Retyping each entry exactly is the whole task.

──────── Listed records ────────

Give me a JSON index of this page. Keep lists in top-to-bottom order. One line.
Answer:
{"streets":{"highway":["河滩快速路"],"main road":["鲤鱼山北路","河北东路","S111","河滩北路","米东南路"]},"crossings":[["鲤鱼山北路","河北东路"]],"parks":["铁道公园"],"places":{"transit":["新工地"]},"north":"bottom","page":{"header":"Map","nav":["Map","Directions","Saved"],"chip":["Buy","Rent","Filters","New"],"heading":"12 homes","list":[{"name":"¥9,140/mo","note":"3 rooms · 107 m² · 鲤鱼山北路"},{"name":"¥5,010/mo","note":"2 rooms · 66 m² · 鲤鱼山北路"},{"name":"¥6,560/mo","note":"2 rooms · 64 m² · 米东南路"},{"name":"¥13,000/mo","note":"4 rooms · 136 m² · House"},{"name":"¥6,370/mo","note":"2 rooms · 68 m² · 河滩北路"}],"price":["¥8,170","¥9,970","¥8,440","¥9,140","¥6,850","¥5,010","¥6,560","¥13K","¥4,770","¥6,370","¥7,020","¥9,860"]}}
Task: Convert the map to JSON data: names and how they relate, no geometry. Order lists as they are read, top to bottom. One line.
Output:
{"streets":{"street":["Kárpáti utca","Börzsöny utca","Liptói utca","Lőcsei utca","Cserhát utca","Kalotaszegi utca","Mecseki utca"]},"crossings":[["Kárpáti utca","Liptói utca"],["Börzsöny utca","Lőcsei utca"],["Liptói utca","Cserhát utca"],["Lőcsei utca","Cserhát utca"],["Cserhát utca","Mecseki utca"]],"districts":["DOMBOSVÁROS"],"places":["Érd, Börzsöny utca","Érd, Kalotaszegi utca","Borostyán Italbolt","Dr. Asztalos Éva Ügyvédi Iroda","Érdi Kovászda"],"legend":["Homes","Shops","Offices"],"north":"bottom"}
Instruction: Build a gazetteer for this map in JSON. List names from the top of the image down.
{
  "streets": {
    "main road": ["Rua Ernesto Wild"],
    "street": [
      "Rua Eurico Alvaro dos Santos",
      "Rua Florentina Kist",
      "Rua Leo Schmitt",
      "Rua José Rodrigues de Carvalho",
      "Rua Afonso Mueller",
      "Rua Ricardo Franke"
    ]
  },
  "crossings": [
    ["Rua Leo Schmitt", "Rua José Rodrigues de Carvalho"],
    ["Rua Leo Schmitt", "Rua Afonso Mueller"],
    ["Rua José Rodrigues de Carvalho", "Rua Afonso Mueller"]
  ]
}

────────

Exercise answer →
Give me a JSON index of this page. Keep lists in top-to-bottom order. One line.
Answer:
{"streets":{"highway":["河滩快速路"],"main road":["鲤鱼山北路","河北东路","S111","河滩北路","米东南路"]},"crossings":[["鲤鱼山北路","河北东路"]],"parks":["铁道公园"],"places":{"transit":["新工地"]},"north":"bottom","page":{"header":"Map","nav":["Map","Directions","Saved"],"chip":["Buy","Rent","Filters","New"],"heading":"12 homes","list":[{"name":"¥9,140/mo","note":"3 rooms · 107 m² · 鲤鱼山北路"},{"name":"¥5,010/mo","note":"2 rooms · 66 m² · 鲤鱼山北路"},{"name":"¥6,560/mo","note":"2 rooms · 64 m² · 米东南路"},{"name":"¥13,000/mo","note":"4 rooms · 136 m² · House"},{"name":"¥6,370/mo","note":"2 rooms · 68 m² · 河滩北路"}],"price":["¥8,170","¥9,970","¥8,440","¥9,140","¥6,850","¥5,010","¥6,560","¥13K","¥4,770","¥6,370","¥7,020","¥9,860"]}}
Task: Convert the map to JSON data: names and how they relate, no geometry. Order lists as they are read, top to bottom. One line.
Output:
{"streets":{"street":["Kárpáti utca","Börzsöny utca","Liptói utca","Lőcsei utca","Cserhát utca","Kalotaszegi utca","Mecseki utca"]},"crossings":[["Kárpáti utca","Liptói utca"],["Börzsöny utca","Lőcsei utca"],["Liptói utca","Cserhát utca"],["Lőcsei utca","Cserhát utca"],["Cserhát utca","Mecseki utca"]],"districts":["DOMBOSVÁROS"],"places":["Érd, Börzsöny utca","Érd, Kalotaszegi utca","Borostyán Italbolt","Dr. Asztalos Éva Ügyvédi Iroda","Érdi Kovászda"],"legend":["Homes","Shops","Offices"],"north":"bottom"}
Instruction: Build a gazetteer for this map in JSON. List names from the top of the image down.
{
  "streets": {
    "main road": ["Rua Ernesto Wild"],
    "street": [
      "Rua Eurico Alvaro dos Santos",
      "Rua Florentina Kist",
      "Rua Leo Schmitt",
      "Rua José Rodrigues de Carvalho",
      "Rua Afonso Mueller",
      "Rua Ricardo Franke"
    ]
  },
  "crossings": [
    ["Rua Leo Schmitt", "Rua José Rodrigues de Carvalho"],
    ["Rua Leo Schmitt", "Rua Afonso Mueller"],
    ["Rua José Rodrigues de Carvalho", "Rua Afonso Mueller"]
  ]
}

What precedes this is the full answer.